# The task
Take every line containing "Leylek" out of the records.

# Data
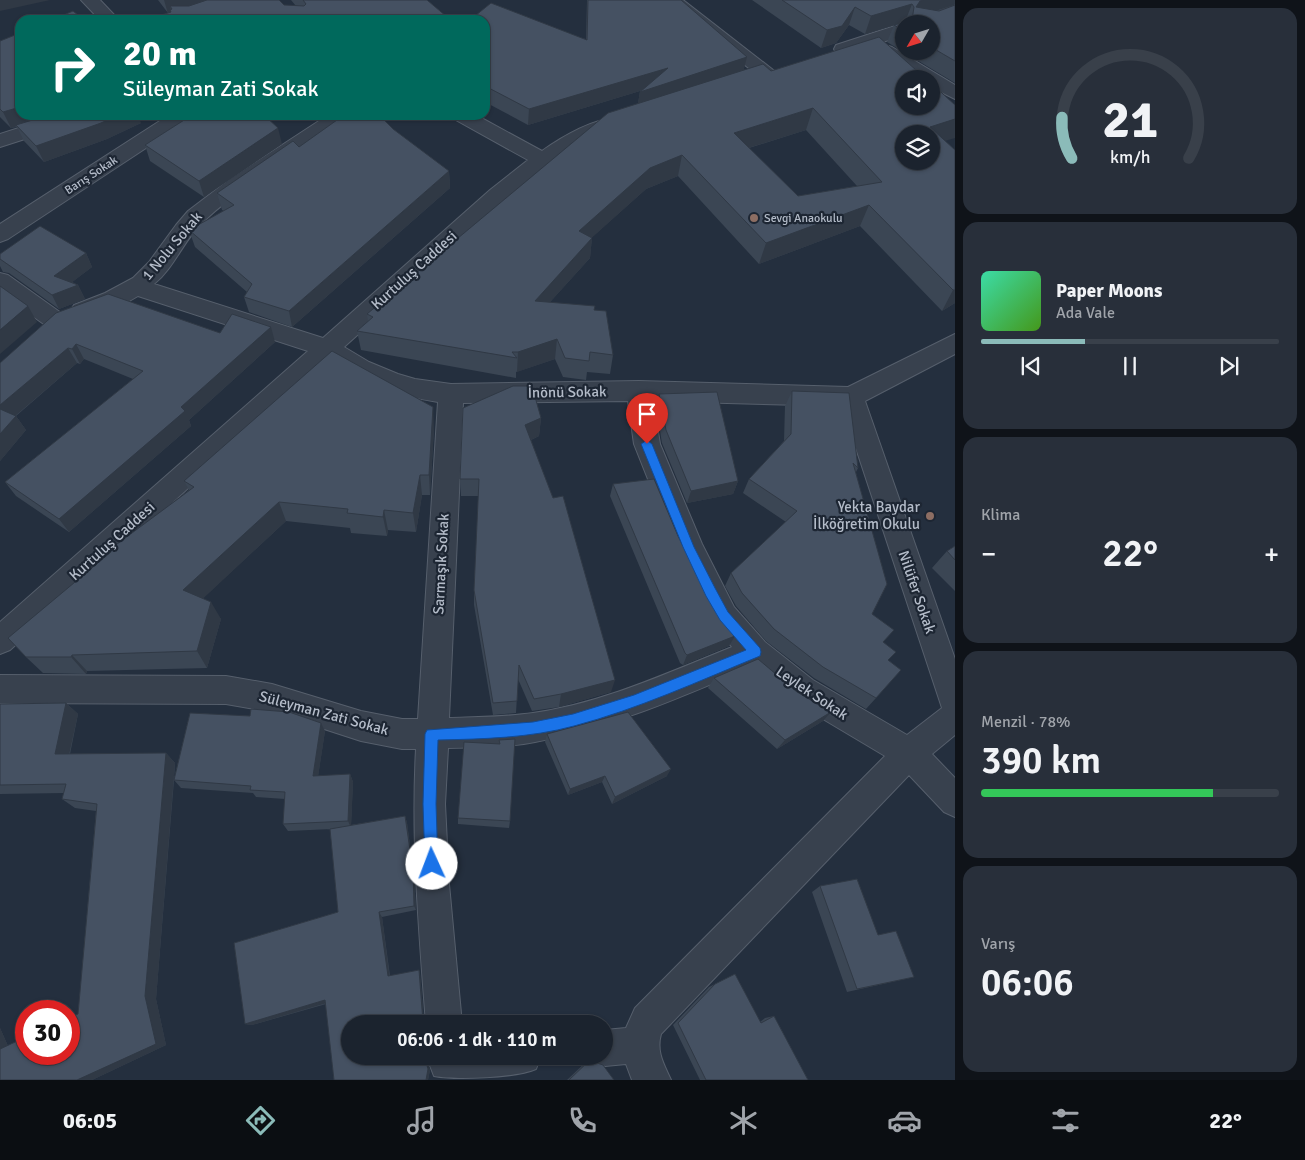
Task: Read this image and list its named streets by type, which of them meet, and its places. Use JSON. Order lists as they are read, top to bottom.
{
  "streets": {
    "street": [
      "Barış Sokak",
      "1 Nolu Sokak",
      "Kurtuluş Caddesi",
      "İnönü Sokak",
      "Sarmaşık Sokak",
      "Nilüfer Sokak",
      "Leylek Sokak",
      "Süleyman Zati Sokak"
    ]
  },
  "crossings": [
    ["1 Nolu Sokak", "İnönü Sokak"],
    ["Kurtuluş Caddesi", "İnönü Sokak"],
    ["İnönü Sokak", "Sarmaşık Sokak"],
    ["İnönü Sokak", "Nilüfer Sokak"],
    ["İnönü Sokak", "Leylek Sokak"],
    ["Sarmaşık Sokak", "Süleyman Zati Sokak"],
    ["Leylek Sokak", "Süleyman Zati Sokak"]
  ],
  "places": ["Sevgi Anaokulu", "Yekta Baydar İlköğretim Okulu"],
  "north": "bottom left",
  "page": {
    "turn": ["20 m", "Süleyman Zati Sokak"],
    "song": ["Paper Moons", "Ada Vale"],
    "tile": [
      "Klima",
      ["Menzil · 78%", "390 km"],
      ["Varış", "06:06"]
    ],
    "heat": ["−", "22°", "+"],
    "limit": "30",
    "trip": "06:06 · 1 dk · 110 m",
    "tabs": ["06:05", "22°"],
    "gauge": ["21", "km/h"]
  }
}
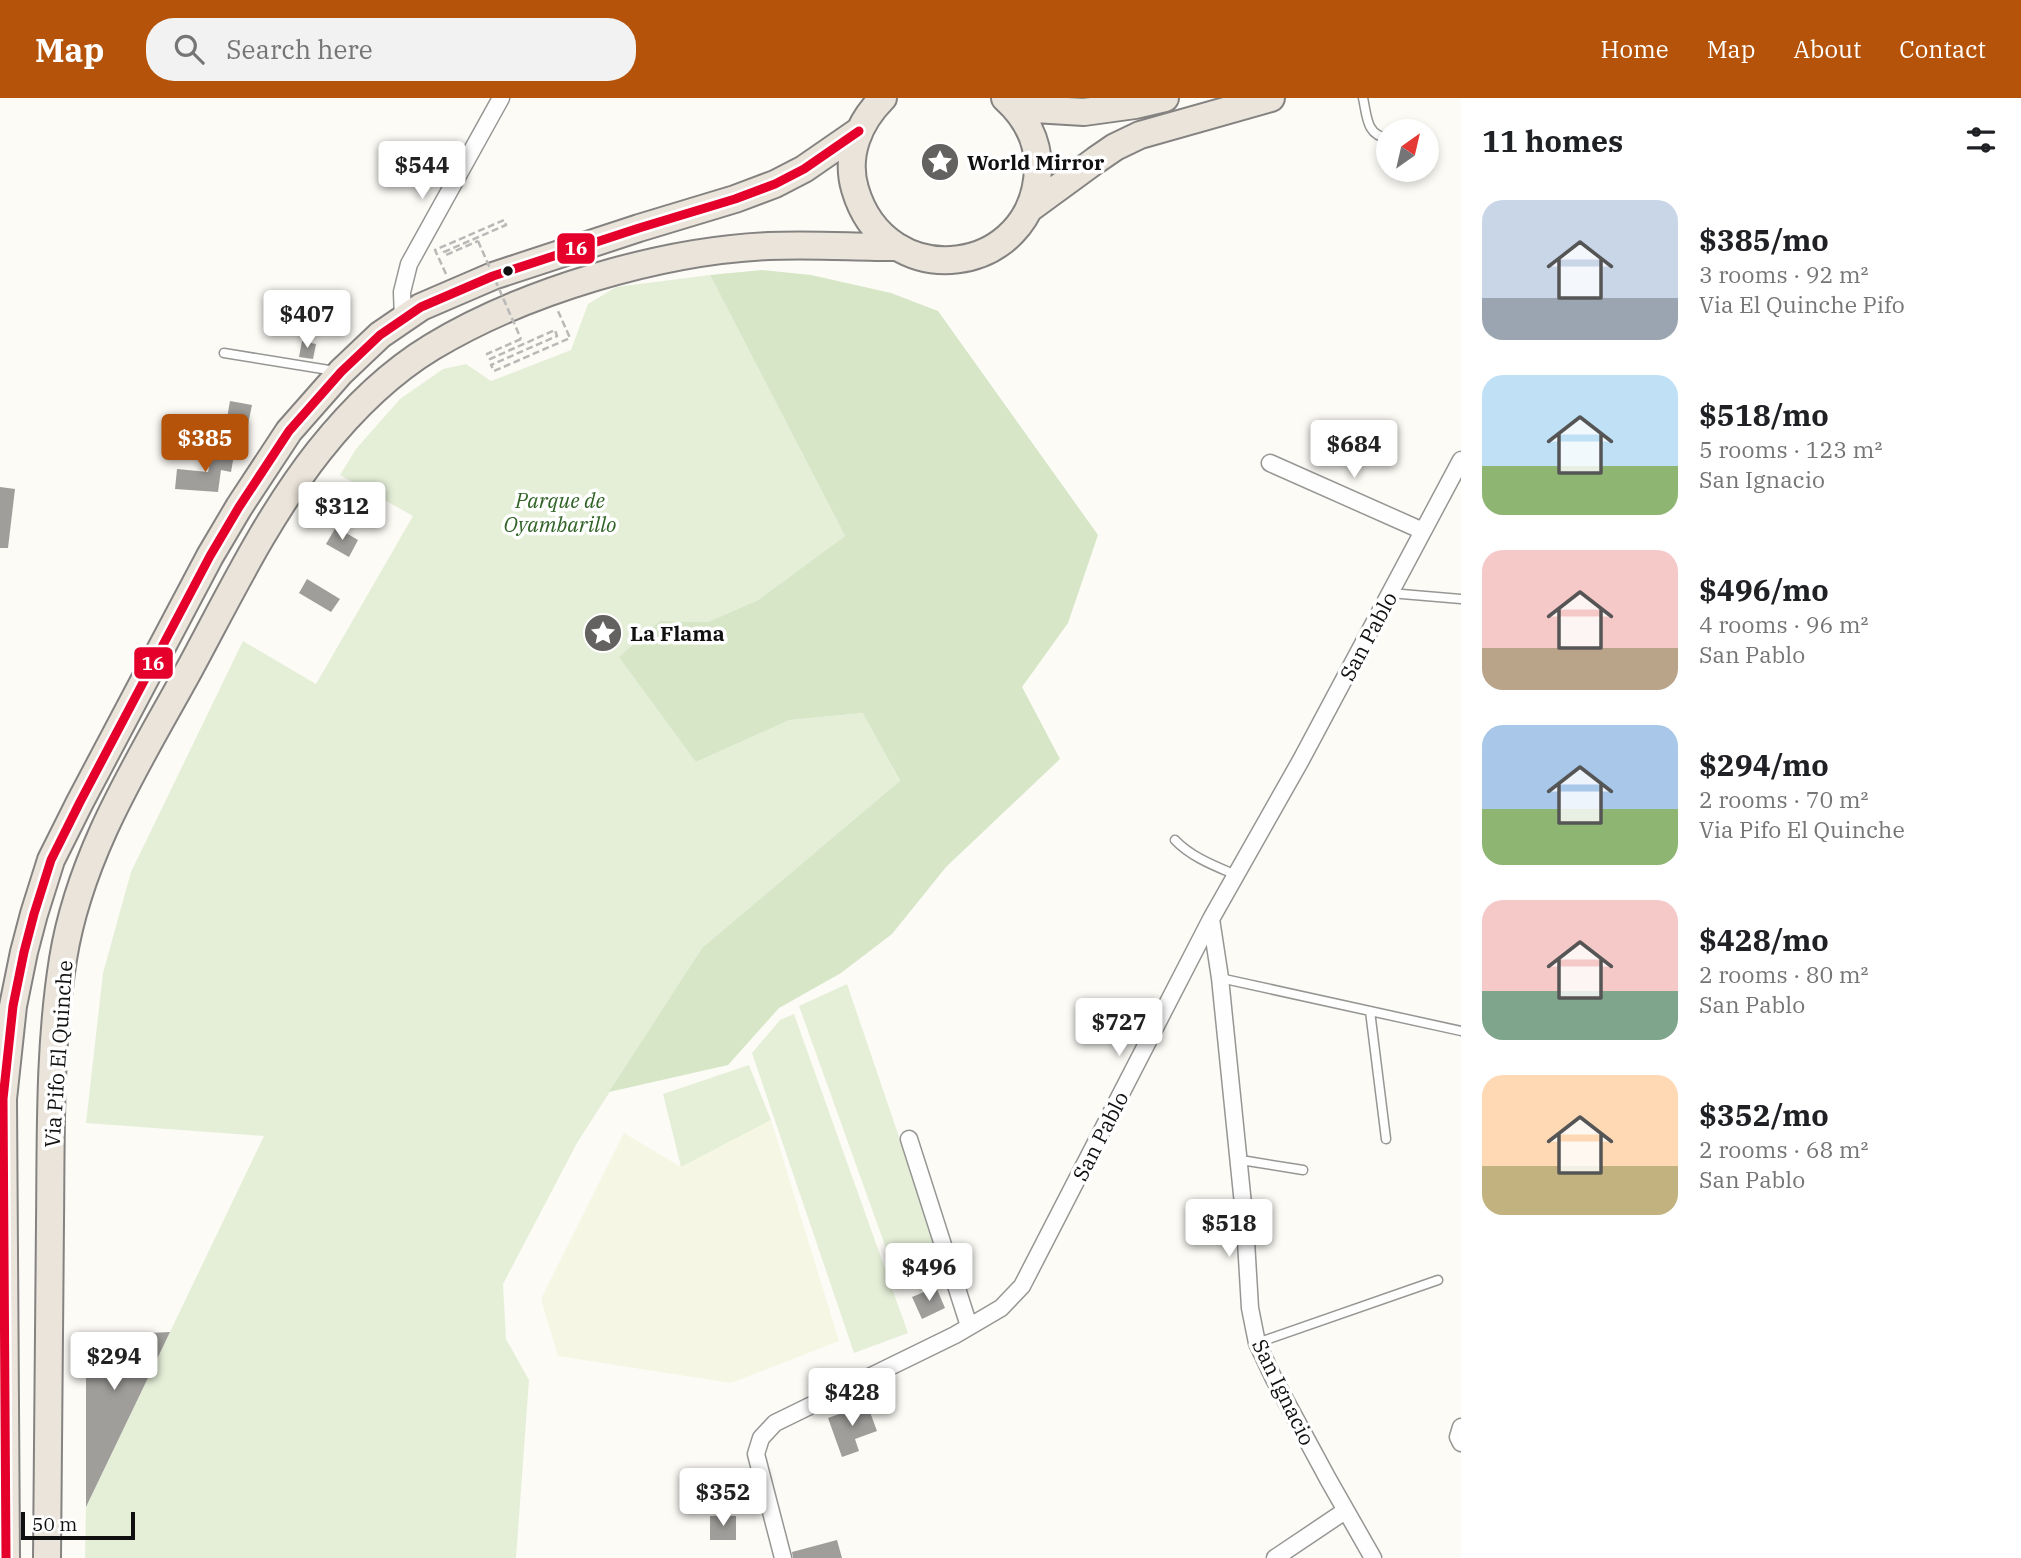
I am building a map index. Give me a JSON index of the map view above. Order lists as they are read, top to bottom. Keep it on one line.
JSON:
{"streets":{"highway":["Via Pifo El Quinche"],"street":["San Pablo","San Ignacio"]},"crossings":[["San Pablo","San Ignacio"]],"parks":["Parque de Oyambarillo"],"places":{"place":["World Mirror","La Flama"]},"lines":["transit line 16"],"scale_bar":"50 m","north":"top right","page":{"header":"Map","search":"Search here","nav":["Home","Map","About","Contact"],"heading":"11 homes","price":["$544","$407","$385","$684","$312","$727","$518","$496","$294","$428","$352"],"list":[{"name":"$385/mo","note":"3 rooms · 92 m² · Via El Quinche Pifo"},{"name":"$518/mo","note":"5 rooms · 123 m² · San Ignacio"},{"name":"$496/mo","note":"4 rooms · 96 m² · San Pablo"},{"name":"$294/mo","note":"2 rooms · 70 m² · Via Pifo El Quinche"},{"name":"$428/mo","note":"2 rooms · 80 m² · San Pablo"},{"name":"$352/mo","note":"2 rooms · 68 m² · San Pablo"}],"scale":"50 m"}}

# Final answer
      "Leylek Sokak",
    ["İnönü Sokak", "Leylek Sokak"],
    ["Leylek Sokak", "Süleyman Zati Sokak"]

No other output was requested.